:: MATERIAL TO PROCESS ::
BEGIN

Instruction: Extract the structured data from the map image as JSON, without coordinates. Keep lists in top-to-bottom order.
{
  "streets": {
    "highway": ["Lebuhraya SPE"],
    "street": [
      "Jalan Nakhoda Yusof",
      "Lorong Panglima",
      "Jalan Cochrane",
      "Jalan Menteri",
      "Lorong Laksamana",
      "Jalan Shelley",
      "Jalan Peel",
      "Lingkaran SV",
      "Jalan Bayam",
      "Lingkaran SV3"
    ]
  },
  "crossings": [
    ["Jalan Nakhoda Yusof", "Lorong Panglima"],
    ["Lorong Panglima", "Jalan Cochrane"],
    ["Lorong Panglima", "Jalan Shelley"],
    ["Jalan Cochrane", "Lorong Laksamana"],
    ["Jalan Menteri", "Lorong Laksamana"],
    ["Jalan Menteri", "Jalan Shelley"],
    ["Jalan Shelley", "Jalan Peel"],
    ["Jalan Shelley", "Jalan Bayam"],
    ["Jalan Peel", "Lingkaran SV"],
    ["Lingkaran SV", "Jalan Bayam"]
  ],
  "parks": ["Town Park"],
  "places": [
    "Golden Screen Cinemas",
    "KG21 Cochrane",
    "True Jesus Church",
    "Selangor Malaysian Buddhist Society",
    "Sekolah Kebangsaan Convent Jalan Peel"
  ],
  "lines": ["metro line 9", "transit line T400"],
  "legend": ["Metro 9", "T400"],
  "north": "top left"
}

END

:: TASK GOAL ::
Set the data above down again in full, exactly as it reads.

:: TASK OUTPUT ::
Instruction: Extract the structured data from the map image as JSON, without coordinates. Keep lists in top-to-bottom order.
{
  "streets": {
    "highway": ["Lebuhraya SPE"],
    "street": [
      "Jalan Nakhoda Yusof",
      "Lorong Panglima",
      "Jalan Cochrane",
      "Jalan Menteri",
      "Lorong Laksamana",
      "Jalan Shelley",
      "Jalan Peel",
      "Lingkaran SV",
      "Jalan Bayam",
      "Lingkaran SV3"
    ]
  },
  "crossings": [
    ["Jalan Nakhoda Yusof", "Lorong Panglima"],
    ["Lorong Panglima", "Jalan Cochrane"],
    ["Lorong Panglima", "Jalan Shelley"],
    ["Jalan Cochrane", "Lorong Laksamana"],
    ["Jalan Menteri", "Lorong Laksamana"],
    ["Jalan Menteri", "Jalan Shelley"],
    ["Jalan Shelley", "Jalan Peel"],
    ["Jalan Shelley", "Jalan Bayam"],
    ["Jalan Peel", "Lingkaran SV"],
    ["Lingkaran SV", "Jalan Bayam"]
  ],
  "parks": ["Town Park"],
  "places": [
    "Golden Screen Cinemas",
    "KG21 Cochrane",
    "True Jesus Church",
    "Selangor Malaysian Buddhist Society",
    "Sekolah Kebangsaan Convent Jalan Peel"
  ],
  "lines": ["metro line 9", "transit line T400"],
  "legend": ["Metro 9", "T400"],
  "north": "top left"
}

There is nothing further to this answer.